Monday, December 1, 2008

Dan and His Developer Buddies Once Again

Dan Coody will be Mayor of Fayetteville for two more meetings of the City Council, and it is looking like a "Two-Minute Drill" for the developers who supported him in his recent election defeat. Tomorrow's City Council agenda provides two examples that should be questioned very seriously.

Item B6 under Old Business is a resolution to approve approximately $744,880.00 as a 50/50 cost share with Southpass Development Company, LLC for the sewer installation costs for the Southpass PZD. Three-quarters of a million tax dollars to run a sewer line to the SouthPass Planned Zoning District of Misters John Nock, Richard Alexander, and Hank Broyles. Before the City goes obligating taxpayers for this massive expense, someone should check to make sure that SouthPass Development Company LLC has $744,880 in the bank for its share of the project. If they don't, you know who will get stuck with the full bill when they can't get financing. Take a look at our $3.7 million investment in their parking lot that they told us would be a fine hotel, and see what happens when they can't get it up for financing their promised projects.

Then there is Item C1 under New Business. Coody campaign backer
Tracy Hoskins is asking for an ordinance approving a No-Bid cost-share agreement with Park West, LLC in the amount of $2,157,000.00 for the upgrade of the future location of Highway 112 through Phase 1 of the Park West Development from two lanes to a four-lane boulevard. Yessir, $2.157 million to build a four-lane boulevard through the middle of Developer Hoskins' proposed commerical strip mall. Do you think Mr. Hoskins has $2.157 million sitting in the bank to pay for his share of this gift from the taxpayers? Do you think his project should be moved ahead of all the other planned street work in Fayetteville?
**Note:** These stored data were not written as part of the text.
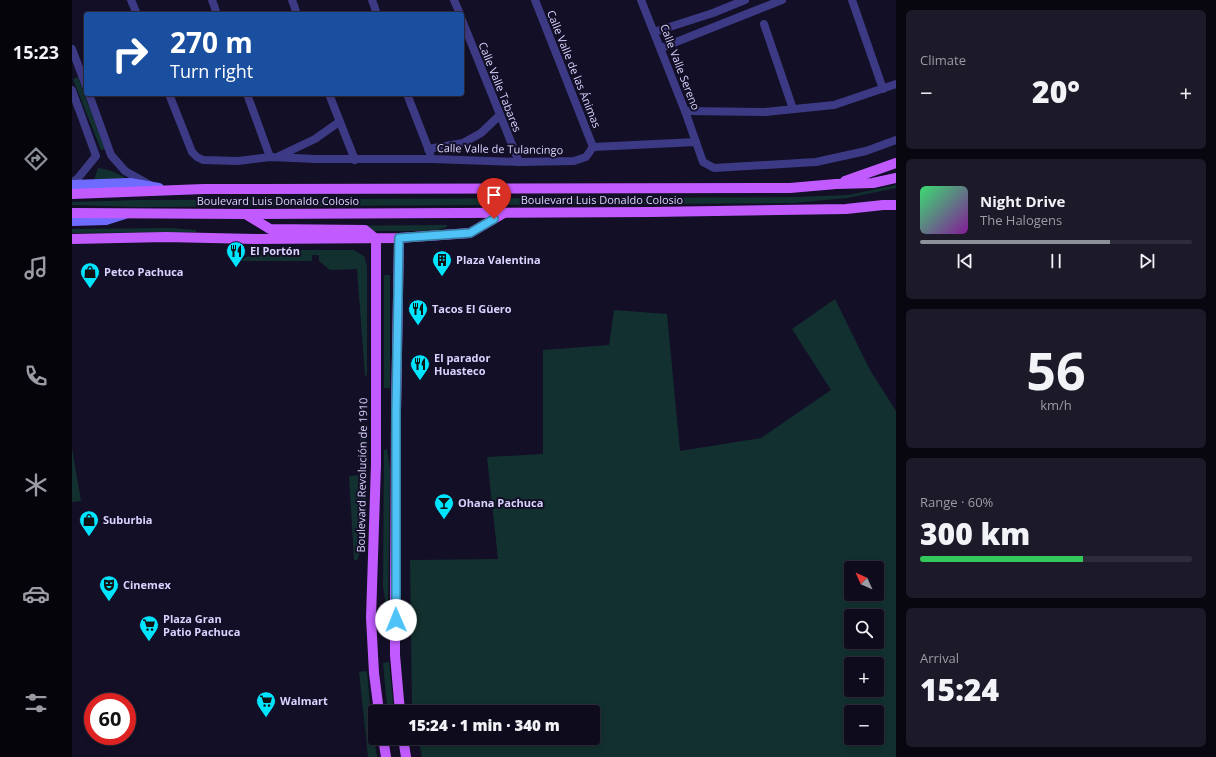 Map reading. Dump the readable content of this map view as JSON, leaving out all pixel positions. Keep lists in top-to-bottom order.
{
  "streets": {
    "main road": ["Boulevard Luis Donaldo Colosio", "Boulevard Revolución de 1910"],
    "street": [
      "Calle Valle Sereno",
      "Calle Valle de las Ánimas",
      "Calle Valle Tabares",
      "Calle Valle de Tulancingo"
    ]
  },
  "crossings": [
    ["Calle Valle de las Ánimas", "Calle Valle de Tulancingo"],
    ["Calle Valle Tabares", "Calle Valle de Tulancingo"]
  ],
  "places": {
    "restaurant": ["El Portón", "Tacos El Güero", "El parador Huasteco"],
    "building": ["Plaza Valentina"],
    "shop": ["Petco Pachuca", "Suburbia"],
    "bar": ["Ohana Pachuca"],
    "theatre": ["Cinemex"],
    "supermarket": ["Plaza Gran Patio Pachuca", "Walmart"]
  },
  "north": "top left",
  "page": {
    "tabs": "15:23",
    "tile": [
      "Climate",
      ["56", "km/h"],
      ["Range · 60%", "300 km"],
      ["Arrival", "15:24"]
    ],
    "turn": ["270 m", "Turn right"],
    "heat": ["−", "20°", "+"],
    "song": ["Night Drive", "The Halogens"],
    "map_buttons": ["+", "−"],
    "limit": "60",
    "trip": "15:24 · 1 min · 340 m"
  }
} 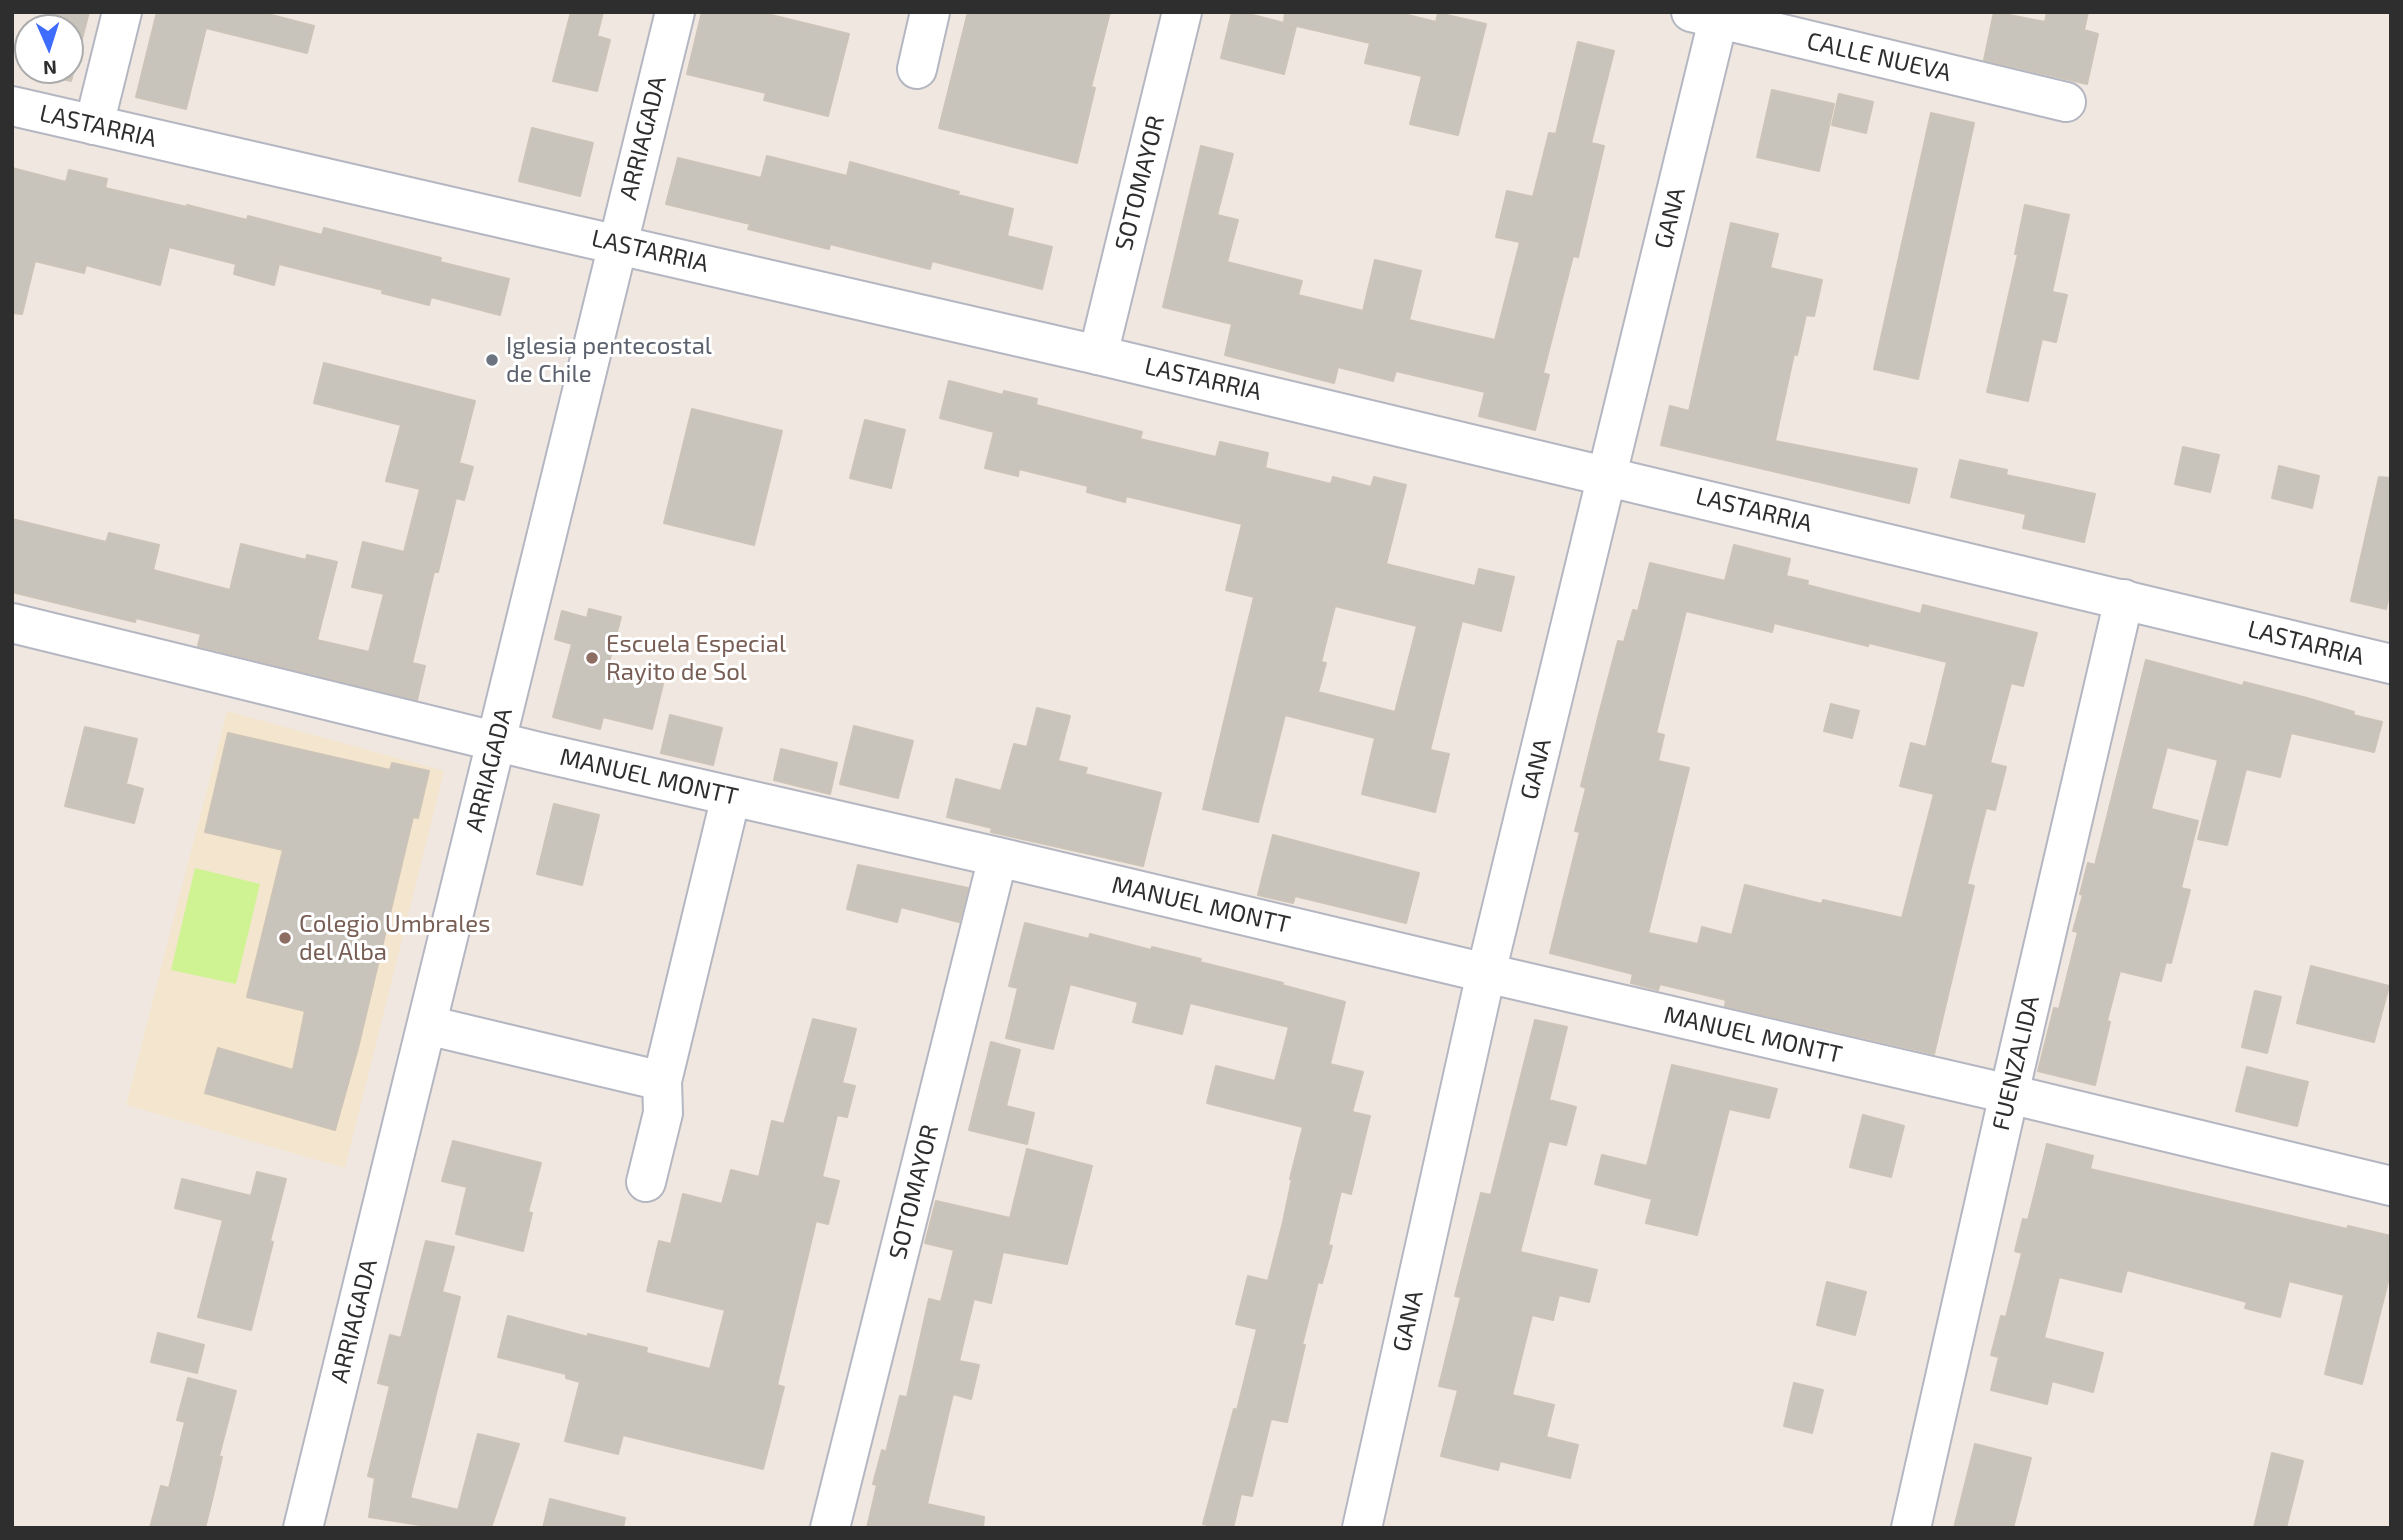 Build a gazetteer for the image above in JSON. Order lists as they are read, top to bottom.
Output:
{
  "streets": {
    "street": [
      "CALLE NUEVA",
      "LASTARRIA",
      "ARRIAGADA",
      "SOTOMAYOR",
      "GANA",
      "MANUEL MONTT",
      "FUENZALIDA"
    ]
  },
  "crossings": [
    ["CALLE NUEVA", "GANA"],
    ["LASTARRIA", "ARRIAGADA"],
    ["LASTARRIA", "SOTOMAYOR"],
    ["LASTARRIA", "GANA"],
    ["LASTARRIA", "FUENZALIDA"],
    ["ARRIAGADA", "MANUEL MONTT"],
    ["SOTOMAYOR", "MANUEL MONTT"],
    ["GANA", "MANUEL MONTT"],
    ["MANUEL MONTT", "FUENZALIDA"]
  ],
  "places": ["Iglesia pentecostal de Chile", "Escuela Especial Rayito de Sol", "Colegio Umbrales del Alba"],
  "north": "bottom"
} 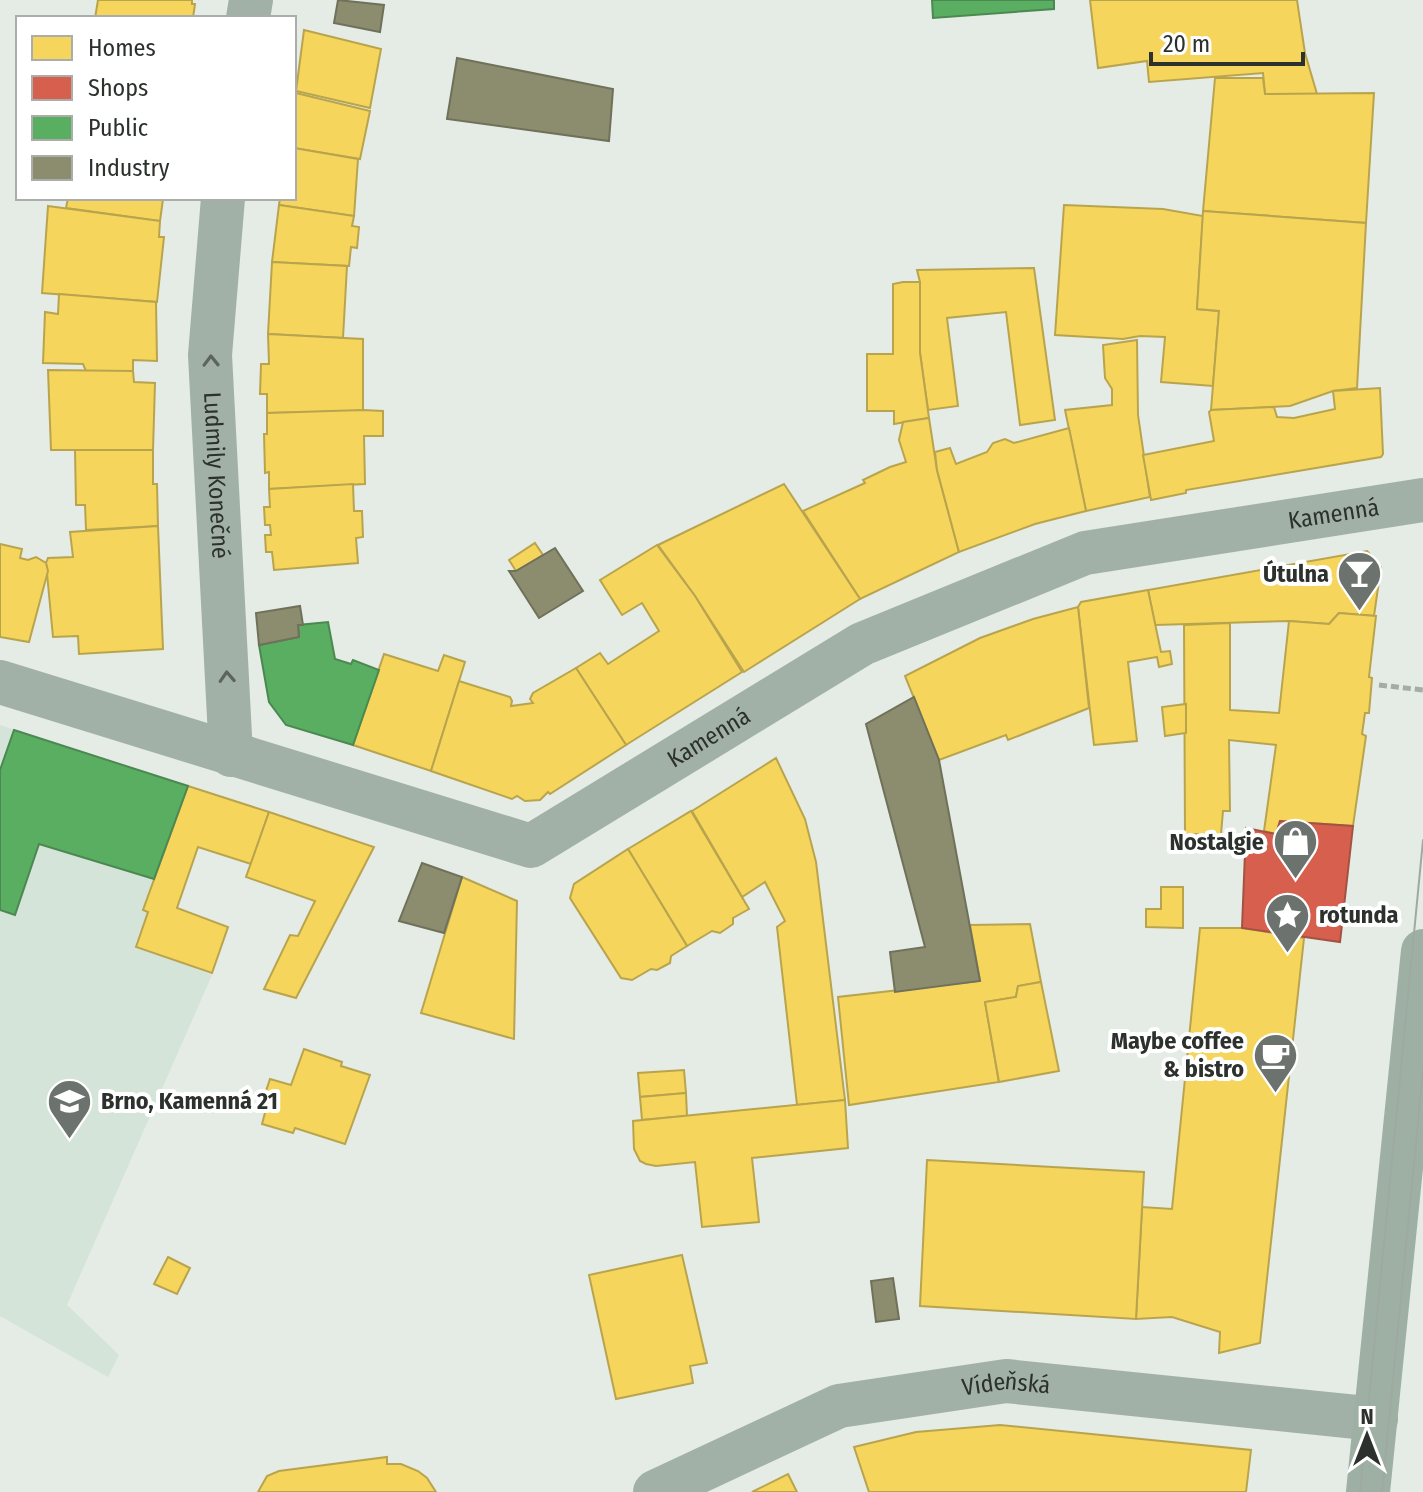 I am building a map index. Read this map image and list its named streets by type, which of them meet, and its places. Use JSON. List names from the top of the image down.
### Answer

I've had about enough of these favored developers using their connections with the lame duck Mayor to drain the city treasury for their pet projects. Let's table all of these giveaways for a couple of months. Let's decide whether this kind of corporate welfare is the best use of our tax dollars in these tight economic times. Let's put a stop to signing contracts for multi-million dollar deals that the city cannot afford and the developers can't get private financing to pull off in a free market. And let's get the developers to personally guarantee all contracts instead of foisting it off on some fictional paper Limited Liability Corportation that limits their liability and leaves the taxpayers buck naked.